9.8 Exchange Agreement. As a condition of the Holder’s receipt and acceptance of this Purchase Warrant, Holder agrees that, at any
time prior to the complete exercise of this Purchase Warrant by Holder, if the Company and Aegis enter into an agreement (“Exchange Agreement”) pursuant to which they agree that all outstanding Purchase Warrants will be exchanged
for securities or cash or a combination of both, then Holder shall agree to such exchange and become a party to the Exchange Agreement. 

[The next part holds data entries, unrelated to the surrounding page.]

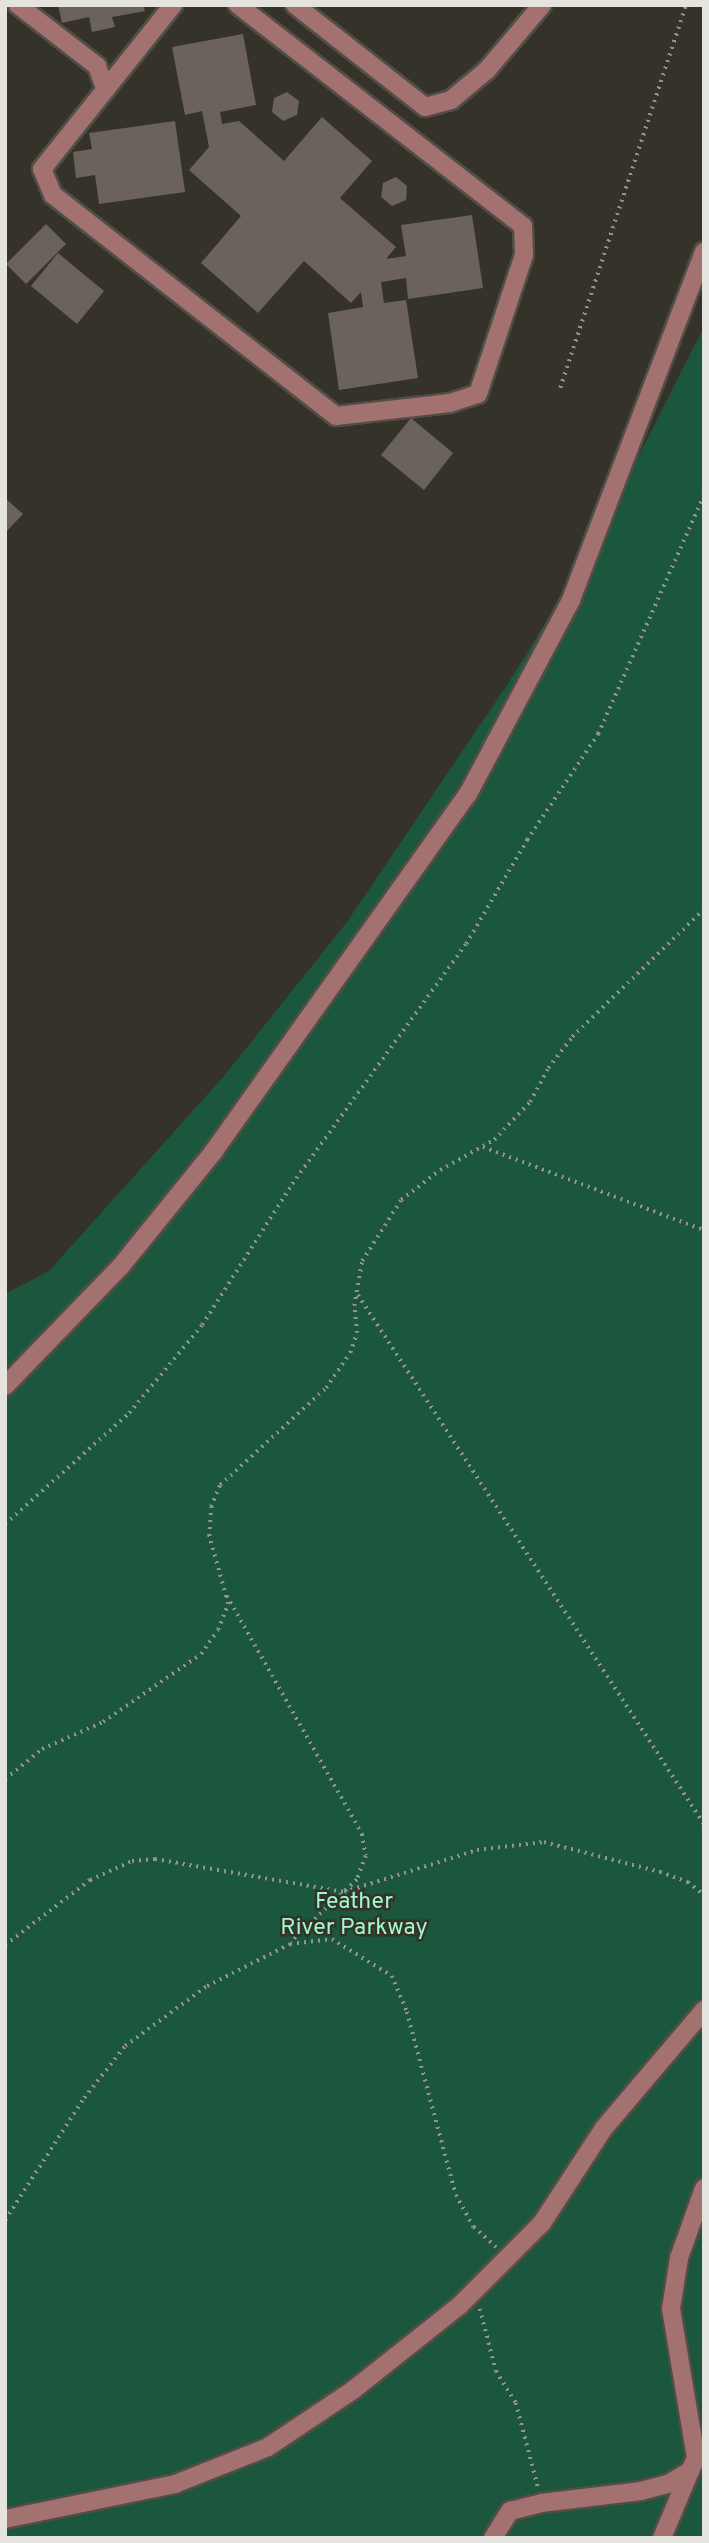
<!DOCTYPE html>
<style>
body{margin:0}
#map{position:relative;width:709px;height:2543px;overflow:hidden;background:#35322a;font-family:Overpass,sans-serif}
div>[style]{position:absolute}
[style*='--x']{left:calc(var(--x)*1px);top:calc(var(--y)*1px);width:calc(var(--w)*1px);rotate:calc(var(--a)*1deg)}
.green>*{inset:0;background:#1b573d}
.building>*{inset:0;background:#6c625d}
.path>*{height:3.5px;margin-top:-1.75px;transform-origin:0;background:repeating-linear-gradient(90deg,#96938d 0 2px,transparent 0 7px)}
.roads{filter:drop-shadow(2px 0 #514e47) drop-shadow(-2px 0 #514e47) drop-shadow(0 2px #514e47) drop-shadow(0 -2px #514e47)}
.minor>*{height:18px;margin:-9px;padding:0 9px;transform-origin:9px;border-radius:9px;background:#a27170}
span{translate:-50% -50%;white-space:nowrap;text-align:center;line-height:1.15;-webkit-text-stroke:5px #35322a;paint-order:stroke}
.park-label{font-size:23px;color:#9efacb}
.frame{position:absolute;inset:0;border:7px solid #e5e3de;pointer-events:none}
</style>
<div id="map">
<div class="green">
<i style="clip-path:polygon(704px 327px,704px 2538px,5px 2538px,5px 1294px,49px 1271px,224px 1076px,347px 922px,507px 685px,594px 544px)"></i>
</div>
<div class="building">
<i style="clip-path:polygon(58px 5px,143px 5px,145px 11px,112px 17px,115px 27px,92px 32px,89px 17px,62px 23px)"></i>
<i style="clip-path:polygon(243px 34px,256px 105px,220px 112px,222px 124px,239px 121px,284px 161px,322px 117px,372px 161px,340px 198px,396px 247px,386px 259px,406px 256px,401px 225px,472px 215px,483px 288px,408px 299px,406px 278px,381px 282px,384px 303px,406px 300px,418px 378px,339px 390px,328px 313px,363px 307px,361px 292px,351px 303px,304px 261px,258px 313px,201px 263px,241px 216px,189px 170px,209px 147px,202px 111px,185px 115px,172px 47px)"></i>
<i style="clip-path:polygon(287px 92px,299px 101px,297px 115px,283px 121px,272px 112px,274px 98px)"></i>
<i style="clip-path:polygon(175px 121px,185px 192px,99px 204px,95px 175px,76px 178px,73px 152px,92px 149px,89px 133px)"></i>
<i style="clip-path:polygon(396px 177px,407px 186px,406px 200px,392px 206px,381px 197px,383px 183px)"></i>
<i style="clip-path:polygon(46px 224px,66px 244px,26px 284px,6px 264px)"></i>
<i style="clip-path:polygon(58px 253px,104px 291px,77px 324px,31px 286px)"></i>
<i style="clip-path:polygon(411px 418px,453px 453px,424px 490px,381px 455px)"></i>
<i style="clip-path:polygon(5px 498px,23px 514px,5px 533px)"></i>
</div>
<div class="path">
<i style="--x:560;--y:388;--w:403;--a:-71.8"></i>
<i style="--x:483;--y:1147;--w:236;--a:20.6"></i>
<i style="--x:358;--y:1295;--w:632;--a:56.81"></i>
<i style="--x:5;--y:1524;--w:166;--a:-41.8"></i>
<i style="--x:129;--y:1413;--w:114;--a:-50.3"></i>
<i style="--x:202;--y:1325;--w:167;--a:-57.4"></i>
<i style="--x:292;--y:1184;--w:296;--a:-54.1"></i>
<i style="--x:466;--y:944;--w:121;--a:-59.6"></i>
<i style="--x:527;--y:840;--w:128;--a:-56.2"></i>
<i style="--x:598;--y:734;--w:261;--a:-66.1"></i>
<i style="--x:227;--y:1596;--w:274;--a:60.4"></i>
<i style="--x:362;--y:1834;--w:22;--a:80"></i>
<i style="--x:366;--y:1856;--w:26;--a:111"></i>
<i style="--x:357;--y:1880;--w:91;--a:136.8"></i>
<i style="--x:5;--y:1779;--w:48;--a:-39"></i>
<i style="--x:42;--y:1749;--w:67;--a:-23.9"></i>
<i style="--x:103;--y:1722;--w:119;--a:-34.8"></i>
<i style="--x:201;--y:1654;--w:29;--a:-55"></i>
<i style="--x:218;--y:1630;--w:28;--a:-69"></i>
<i style="--x:228;--y:1604;--w:71;--a:-105.6"></i>
<i style="--x:209;--y:1536;--w:29;--a:-86"></i>
<i style="--x:211;--y:1507;--w:24;--a:-68"></i>
<i style="--x:220;--y:1485;--w:144;--a:-42.5"></i>
<i style="--x:326;--y:1388;--w:42;--a:-55.6"></i>
<i style="--x:350;--y:1353;--w:21;--a:-71"></i>
<i style="--x:357;--y:1333;--w:27;--a:-96"></i>
<i style="--x:354;--y:1306;--w:46;--a:-79.9"></i>
<i style="--x:362;--y:1261;--w:72;--a:-57.4"></i>
<i style="--x:401;--y:1200;--w:49;--a:-37.6"></i>
<i style="--x:440;--y:1170;--w:62;--a:-29.1"></i>
<i style="--x:494;--y:1140;--w:52;--a:-46.5"></i>
<i style="--x:530;--y:1102;--w:38;--a:-62"></i>
<i style="--x:548;--y:1068;--w:39;--a:-52"></i>
<i style="--x:572;--y:1037;--w:184;--a:-44.1"></i>
<i style="--x:5;--y:1945;--w:107;--a:-37.4"></i>
<i style="--x:90;--y:1880;--w:46;--a:-24.3"></i>
<i style="--x:132;--y:1861;--w:23;--a:-5"></i>
<i style="--x:155;--y:1859;--w:192;--a:9.9"></i>
<i style="--x:344;--y:1892;--w:139;--a:-17.5"></i>
<i style="--x:477;--y:1850;--w:67;--a:-6.8"></i>
<i style="--x:544;--y:1842;--w:120;--a:14.5"></i>
<i style="--x:660;--y:1872;--w:30;--a:20"></i>
<i style="--x:688;--y:1882;--w:21;--a:39"></i>
<i style="--x:5;--y:2220;--w:145;--a:-57.1"></i>
<i style="--x:84;--y:2098;--w:66;--a:-51.7"></i>
<i style="--x:125;--y:2046;--w:102;--a:-36.2"></i>
<i style="--x:207;--y:1986;--w:93;--a:-26.8"></i>
<i style="--x:290;--y:1944;--w:42;--a:-6.8"></i>
<i style="--x:332;--y:1939;--w:70;--a:31.7"></i>
<i style="--x:392;--y:1976;--w:39;--a:67"></i>
<i style="--x:407;--y:2012;--w:189;--a:75"></i>
<i style="--x:456;--y:2195;--w:37;--a:61"></i>
<i style="--x:474;--y:2227;--w:30;--a:42"></i>
<i style="--x:480;--y:2309;--w:64;--a:75.5"></i>
<i style="--x:496;--y:2371;--w:38;--a:58"></i>
<i style="--x:516;--y:2403;--w:87;--a:75.3"></i>
</div>
<div class="roads">
<div class="minor">
<i style="--x:18;--y:5;--w:100;--a:37.7"></i>
<i style="--x:97;--y:66;--w:23;--a:70"></i>
<i style="--x:173;--y:5;--w:210;--a:128.6"></i>
<i style="--x:42;--y:169;--w:28;--a:67"></i>
<i style="--x:53;--y:195;--w:359;--a:38"></i>
<i style="--x:336;--y:416;--w:115;--a:-6.5"></i>
<i style="--x:450;--y:403;--w:29;--a:-18"></i>
<i style="--x:478;--y:394;--w:146;--a:-71.7"></i>
<i style="--x:524;--y:255;--w:29;--a:-92"></i>
<i style="--x:523;--y:226;--w:361;--a:-142.2"></i>
<i style="--x:295;--y:5;--w:165;--a:38.1"></i>
<i style="--x:425;--y:107;--w:27;--a:-15"></i>
<i style="--x:451;--y:100;--w:47;--a:-39.8"></i>
<i style="--x:487;--y:70;--w:85;--a:-49.8"></i>
<i style="--x:5;--y:1386;--w:167;--a:-46"></i>
<i style="--x:121;--y:1266;--w:148;--a:-51"></i>
<i style="--x:214;--y:1151;--w:438;--a:-54.6"></i>
<i style="--x:468;--y:794;--w:220;--a:-62"></i>
<i style="--x:571;--y:600;--w:373;--a:-69.1"></i>
<i style="--x:5;--y:2519;--w:174;--a:-11.6"></i>
<i style="--x:175;--y:2484;--w:100;--a:-21.7"></i>
<i style="--x:268;--y:2447;--w:102;--a:-33.8"></i>
<i style="--x:353;--y:2390;--w:135;--a:-38.4"></i>
<i style="--x:459;--y:2306;--w:117;--a:-45"></i>
<i style="--x:542;--y:2223;--w:113;--a:-56.9"></i>
<i style="--x:604;--y:2128;--w:155;--a:-49.7"></i>
<i style="--x:493;--y:2538;--w:32;--a:-58"></i>
<i style="--x:510;--y:2511;--w:32;--a:-14"></i>
<i style="--x:541;--y:2503;--w:101;--a:-6.8"></i>
<i style="--x:641;--y:2491;--w:28;--a:-15"></i>
<i style="--x:668;--y:2484;--w:26;--a:-31"></i>
<i style="--x:690;--y:2471;--w:14;--a:-65"></i>
<i style="--x:696;--y:2458;--w:151;--a:-99.5"></i>
<i style="--x:671;--y:2309;--w:52;--a:-81.1"></i>
<i style="--x:679;--y:2258;--w:74;--a:-70.3"></i>
<i style="--x:662;--y:2538;--w:73;--a:-67.3"></i>
</div>
</div>
<div class="park-label">
<span style="left:354px;top:1916px">Feather<br>River Parkway</span>
</div>
<div class="frame"></div>
</div>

[Remainder of page intentionally left blank 

  
 - 9 - 

 IN WITNESS WHEREOF, the Company has caused this Purchase Warrant to be signed by its duly
authorized officer as of the     day of             , 2014. 
  

	
	 TOP SHIPS, INC.

	
	 By:

	             Name:

	             Title:

 Form to be used to exercise Purchase Warrant: 

Date:                     ,
20     
 The undersigned hereby elects irrevocably to exercise the Purchase Warrant for
            Shares of Top Ships, Inc., a Republic of The Marshall Islands corporation (the “Company”) and hereby makes payment of $    (at the rate of
$    per Share) in payment of the Exercise Price pursuant thereto. Please issue the Shares as to which this Purchase Warrant is exercised in accordance with the instructions given below and, if applicable, a new Purchase Warrant
representing the number of Shares for which this Purchase Warrant has not been exercised. 
 or 

The undersigned hereby elects irrevocably to convert its right to purchase     Shares under the Purchase Warrant for
            Shares, as determined in accordance with the following formula: 
  

											
	X	  	=	 	  	Y(A-B)
		  				  				  	A
				
	 Where,
	  	 	X	  	  	 	=	  	  	The number of Shares to be issued to Holder;
		  	 	Y	  	  	 	=	  	  	The number of Shares for which the Purchase Warrant is being exercised;
		  	 	A	  	  	 	=	  	  	The fair market value of one Share which is equal to $     ;and
		  	 	B	  	  	 	=	  	  	The Exercise Price which is equal to $     per share

 The undersigned agrees and acknowledges that the calculation set forth above is subject to confirmation by the
Company and any disagreement with respect to the calculation shall be resolved by the Company in its sole discretion. 
 Please issue the
Shares as to which this Purchase Warrant is exercised in accordance with the instructions given below and, if applicable, a new Purchase Warrant representing the number of Shares for which this Purchase Warrant has not been converted. 

Signature 
 Signature Guaranteed

 INSTRUCTIONS FOR REGISTRATION OF SECURITIES 

Name: 
 (Print in Block Letters) 

Address: 
 NOTICE: The signature to this form
must correspond with the name as written upon the face of the Purchase Warrant without alteration or enlargement or any change whatsoever, and must be guaranteed by a bank, other than a savings bank, or by a trust company or by a firm having
membership on a registered national securities exchange. 

 Form to be used to assign Purchase Warrant: 

ASSIGNMENT 
 (To be executed by the registered Holder to effect a
transfer of the within Purchase Warrant): 
 FOR VALUE RECEIVED,
                    does hereby sell, assign and transfer unto the right to purchase shares of Top Ships, Inc., a Republic of The Marshall Islands
corporation (the “Company”), evidenced by the Purchase Warrant and does hereby authorize the Company to transfer such right on the books of the Company. 

Dated:             , 20     

Signature 
 Signature Guaranteed 

NOTICE: The signature to this form must correspond with the name as written upon the face of the within Purchase Warrant without alteration or
enlargement or any change whatsoever, and must be guaranteed by a bank, other than a savings bank, or by a trust company or by a firm having membership on a registered national securities exchange.